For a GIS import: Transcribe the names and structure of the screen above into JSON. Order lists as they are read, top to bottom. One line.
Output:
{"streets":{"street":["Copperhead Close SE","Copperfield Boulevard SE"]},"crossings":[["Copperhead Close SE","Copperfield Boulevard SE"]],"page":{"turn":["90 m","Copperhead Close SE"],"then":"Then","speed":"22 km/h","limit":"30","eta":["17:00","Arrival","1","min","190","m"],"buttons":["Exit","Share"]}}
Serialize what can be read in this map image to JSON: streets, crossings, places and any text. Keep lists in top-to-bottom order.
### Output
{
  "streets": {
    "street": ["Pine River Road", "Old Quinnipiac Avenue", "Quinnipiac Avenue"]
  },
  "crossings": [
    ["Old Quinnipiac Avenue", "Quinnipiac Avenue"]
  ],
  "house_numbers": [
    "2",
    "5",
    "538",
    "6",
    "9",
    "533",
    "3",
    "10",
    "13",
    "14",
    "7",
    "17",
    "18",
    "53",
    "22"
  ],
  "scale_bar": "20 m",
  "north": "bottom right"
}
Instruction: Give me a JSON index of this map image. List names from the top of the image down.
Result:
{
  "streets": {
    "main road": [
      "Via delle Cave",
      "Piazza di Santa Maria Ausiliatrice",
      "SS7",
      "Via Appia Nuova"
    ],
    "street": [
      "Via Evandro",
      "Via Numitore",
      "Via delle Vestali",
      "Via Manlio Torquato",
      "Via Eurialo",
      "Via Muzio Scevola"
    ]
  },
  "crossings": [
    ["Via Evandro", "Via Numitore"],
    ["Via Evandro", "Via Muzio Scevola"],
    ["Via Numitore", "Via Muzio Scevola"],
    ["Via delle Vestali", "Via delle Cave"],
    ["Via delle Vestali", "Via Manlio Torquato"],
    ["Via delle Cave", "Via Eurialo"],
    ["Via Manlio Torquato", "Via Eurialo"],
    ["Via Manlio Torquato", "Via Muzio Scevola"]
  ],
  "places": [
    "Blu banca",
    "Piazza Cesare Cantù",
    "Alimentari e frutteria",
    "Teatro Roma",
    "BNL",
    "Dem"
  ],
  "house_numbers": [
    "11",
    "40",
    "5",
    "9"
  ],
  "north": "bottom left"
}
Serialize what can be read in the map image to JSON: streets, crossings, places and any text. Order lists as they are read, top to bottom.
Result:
★ ★ ★ ★ ★ ★ ★
AIM OF THE EXERCISE:
Each line above must be returned exactly as written.

RESPONSE BELOW:
For a GIS import: Transcribe the names and structure of the screen above into JSON. Order lists as they are read, top to bottom. One line.
Output:
{"streets":{"street":["Copperhead Close SE","Copperfield Boulevard SE"]},"crossings":[["Copperhead Close SE","Copperfield Boulevard SE"]],"page":{"turn":["90 m","Copperhead Close SE"],"then":"Then","speed":"22 km/h","limit":"30","eta":["17:00","Arrival","1","min","190","m"],"buttons":["Exit","Share"]}}
Serialize what can be read in this map image to JSON: streets, crossings, places and any text. Keep lists in top-to-bottom order.
### Output
{
  "streets": {
    "street": ["Pine River Road", "Old Quinnipiac Avenue", "Quinnipiac Avenue"]
  },
  "crossings": [
    ["Old Quinnipiac Avenue", "Quinnipiac Avenue"]
  ],
  "house_numbers": [
    "2",
    "5",
    "538",
    "6",
    "9",
    "533",
    "3",
    "10",
    "13",
    "14",
    "7",
    "17",
    "18",
    "53",
    "22"
  ],
  "scale_bar": "20 m",
  "north": "bottom right"
}
Instruction: Give me a JSON index of this map image. List names from the top of the image down.
Result:
{
  "streets": {
    "main road": [
      "Via delle Cave",
      "Piazza di Santa Maria Ausiliatrice",
      "SS7",
      "Via Appia Nuova"
    ],
    "street": [
      "Via Evandro",
      "Via Numitore",
      "Via delle Vestali",
      "Via Manlio Torquato",
      "Via Eurialo",
      "Via Muzio Scevola"
    ]
  },
  "crossings": [
    ["Via Evandro", "Via Numitore"],
    ["Via Evandro", "Via Muzio Scevola"],
    ["Via Numitore", "Via Muzio Scevola"],
    ["Via delle Vestali", "Via delle Cave"],
    ["Via delle Vestali", "Via Manlio Torquato"],
    ["Via delle Cave", "Via Eurialo"],
    ["Via Manlio Torquato", "Via Eurialo"],
    ["Via Manlio Torquato", "Via Muzio Scevola"]
  ],
  "places": [
    "Blu banca",
    "Piazza Cesare Cantù",
    "Alimentari e frutteria",
    "Teatro Roma",
    "BNL",
    "Dem"
  ],
  "house_numbers": [
    "11",
    "40",
    "5",
    "9"
  ],
  "north": "bottom left"
}
Serialize what can be read in the map image to JSON: streets, crossings, places and any text. Order lists as they are read, top to bottom.
Result:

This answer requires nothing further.